Work task = Repeat the data exactly, leaving out any image.
Source information below:
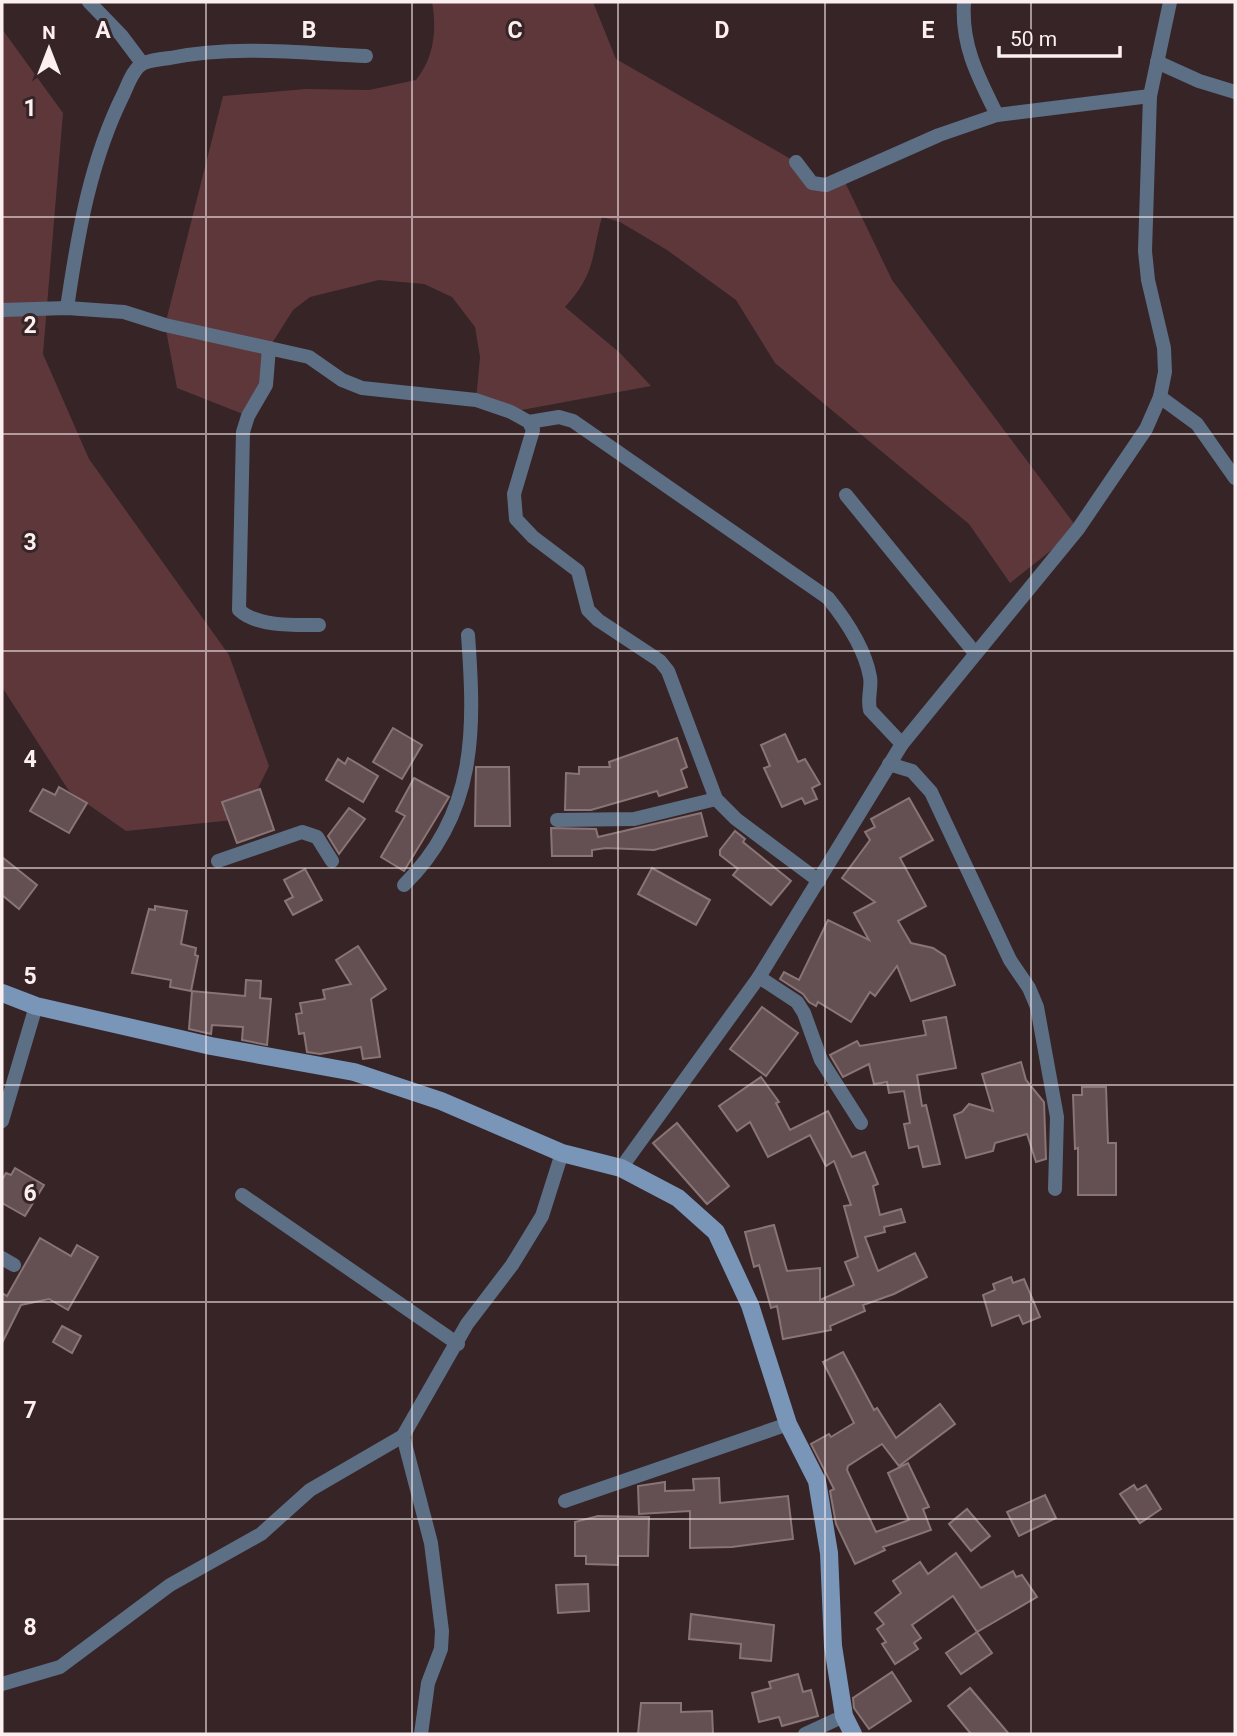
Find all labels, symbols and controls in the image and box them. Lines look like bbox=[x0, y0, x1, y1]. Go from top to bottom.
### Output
north arrow bbox=[14, 14, 84, 84]
scale bar bbox=[999, 14, 1120, 58]
text: A bbox=[95, 17, 111, 44]
text: B bbox=[302, 17, 316, 44]
text: C bbox=[507, 17, 523, 44]
text: D bbox=[715, 17, 729, 44]
text: E bbox=[922, 17, 935, 44]
text: N bbox=[42, 21, 56, 44]
text: 50 m bbox=[1010, 27, 1057, 51]
text: 1 bbox=[23, 95, 37, 122]
text: 2 bbox=[23, 312, 37, 339]
text: 3 bbox=[23, 529, 37, 556]
text: 4 bbox=[23, 746, 37, 773]
text: 5 bbox=[23, 963, 37, 990]
text: 6 bbox=[23, 1180, 37, 1207]
text: 7 bbox=[23, 1397, 37, 1424]
text: 8 bbox=[23, 1614, 37, 1641]

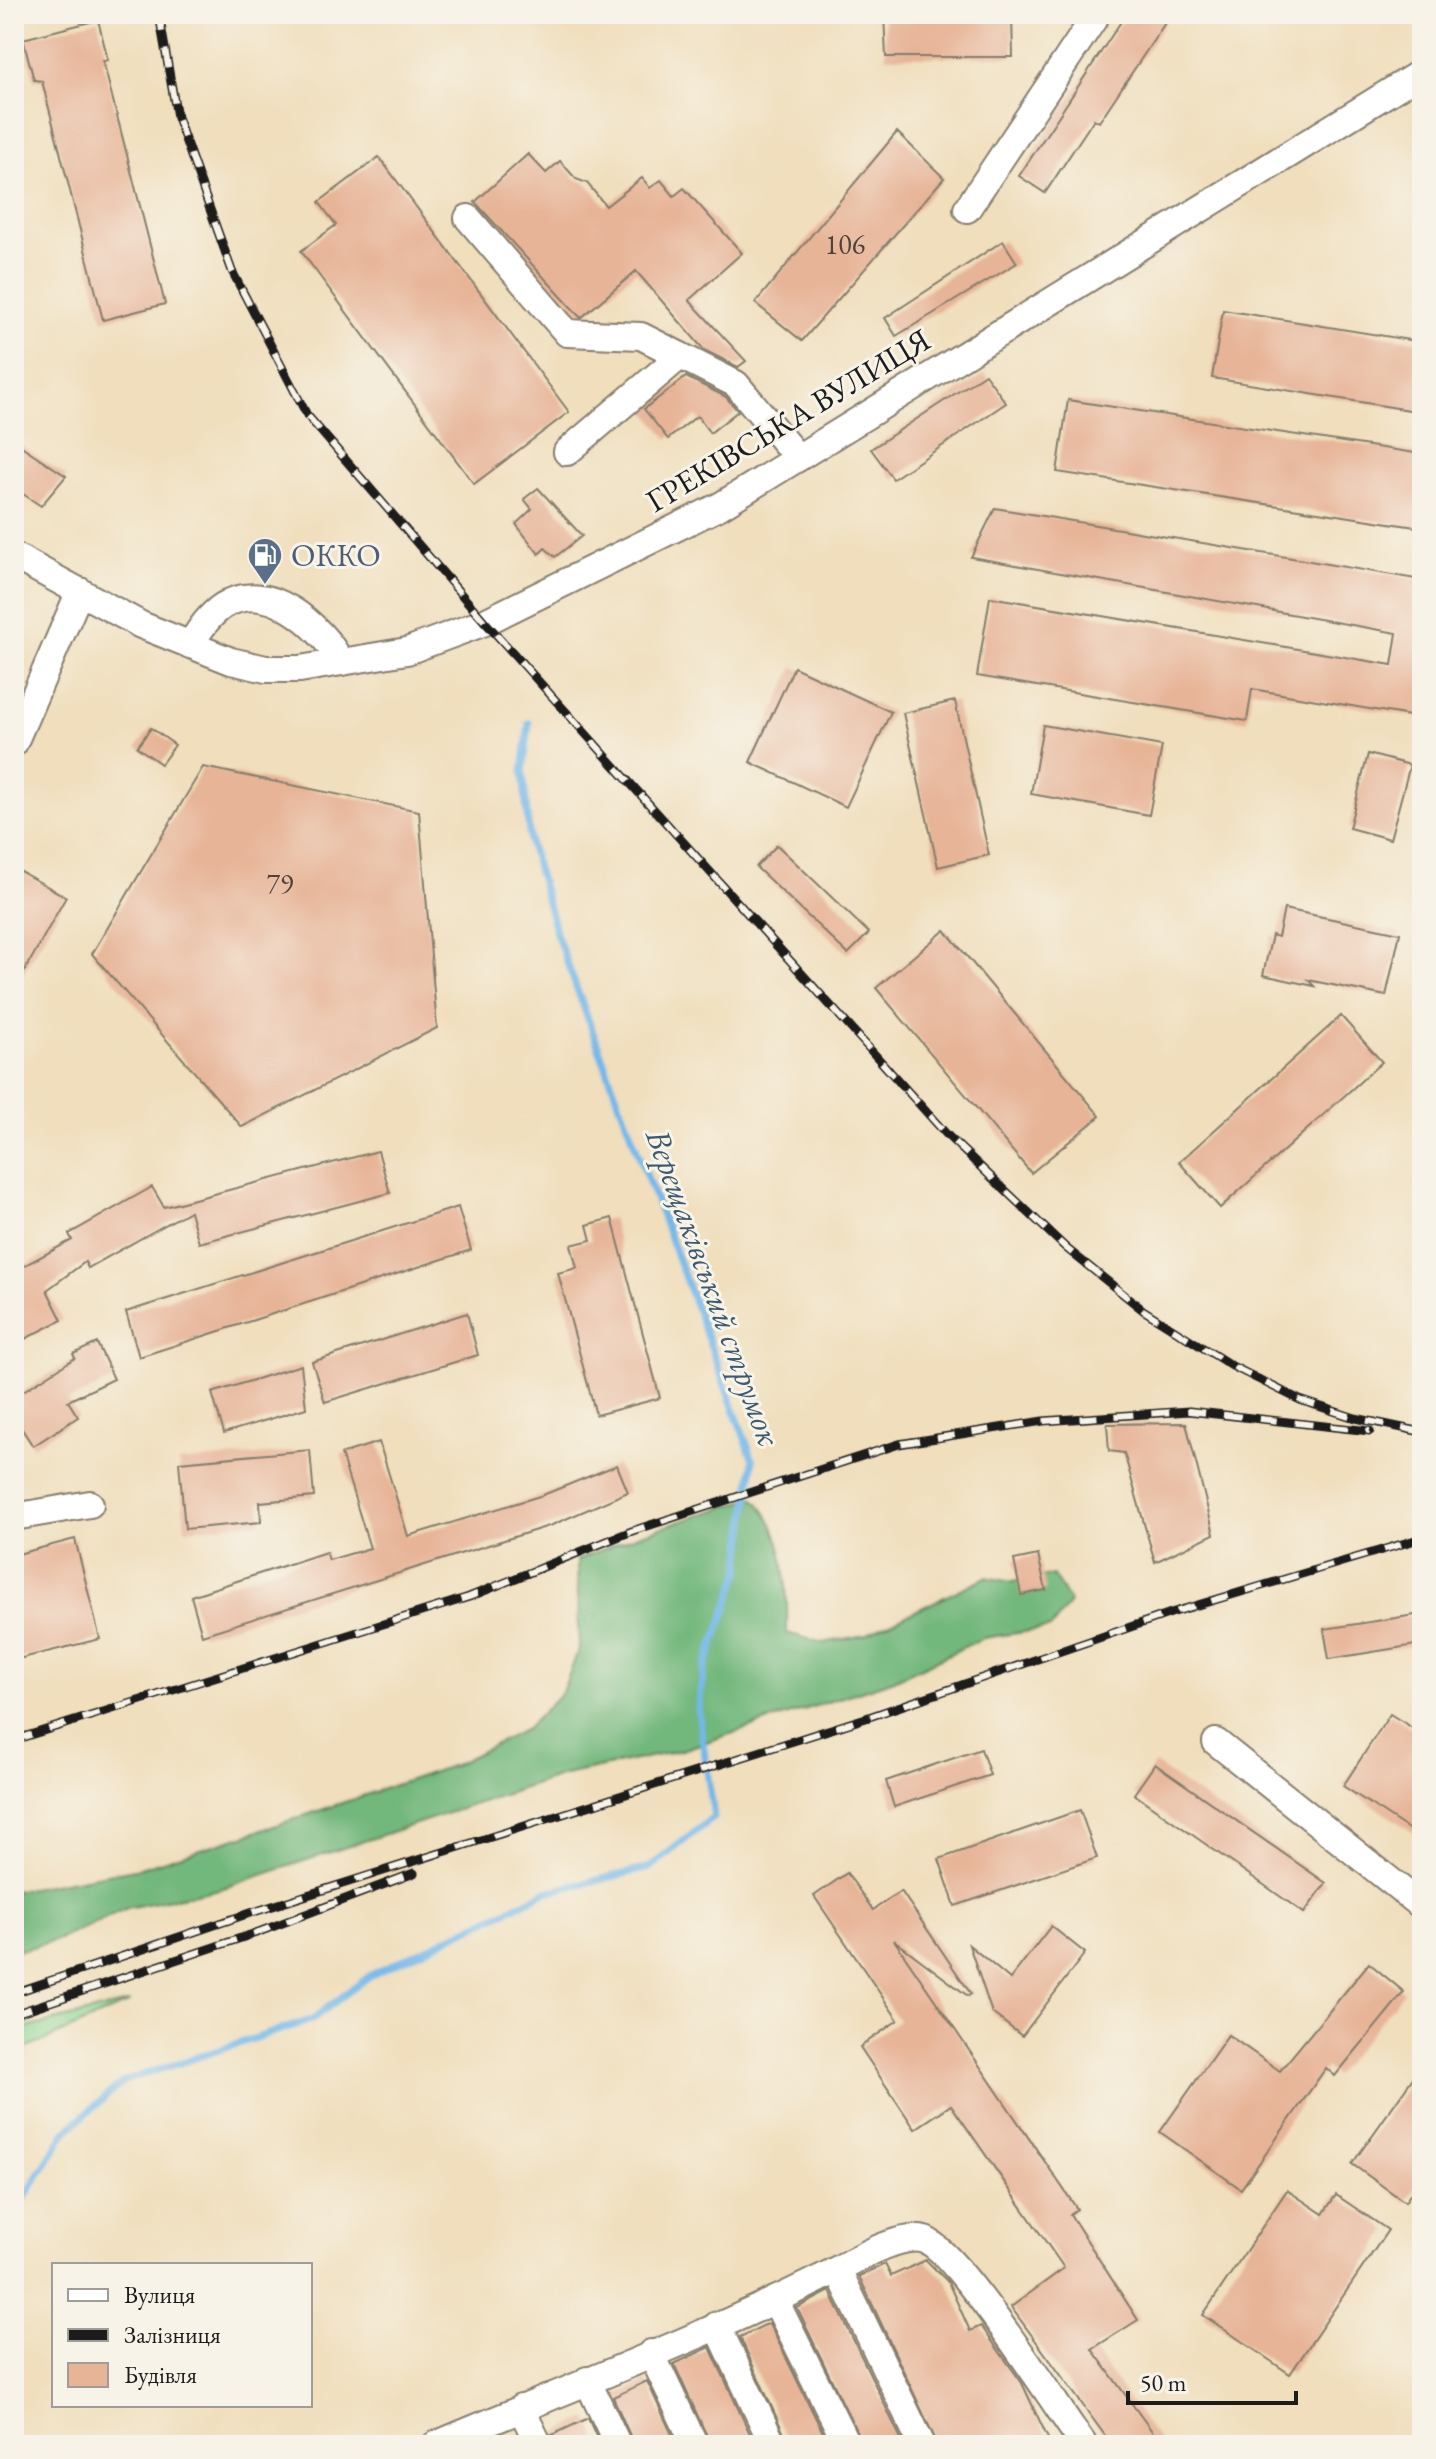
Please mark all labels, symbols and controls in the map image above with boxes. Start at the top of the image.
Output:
End of Source information.
Task solution =
Find all labels, symbols and controls in the image and box them. Lines look like bbox=[x0, y0, x1, y1]. Go from top to bottom.
### Output
north arrow bbox=[14, 14, 84, 84]
scale bar bbox=[999, 14, 1120, 58]
text: A bbox=[95, 17, 111, 44]
text: B bbox=[302, 17, 316, 44]
text: C bbox=[507, 17, 523, 44]
text: D bbox=[715, 17, 729, 44]
text: E bbox=[922, 17, 935, 44]
text: N bbox=[42, 21, 56, 44]
text: 50 m bbox=[1010, 27, 1057, 51]
text: 1 bbox=[23, 95, 37, 122]
text: 2 bbox=[23, 312, 37, 339]
text: 3 bbox=[23, 529, 37, 556]
text: 4 bbox=[23, 746, 37, 773]
text: 5 bbox=[23, 963, 37, 990]
text: 6 bbox=[23, 1180, 37, 1207]
text: 7 bbox=[23, 1397, 37, 1424]
text: 8 bbox=[23, 1614, 37, 1641]

Please mark all labels, symbols and controls in the map image above with boxes. Start at the top of the image.
Output:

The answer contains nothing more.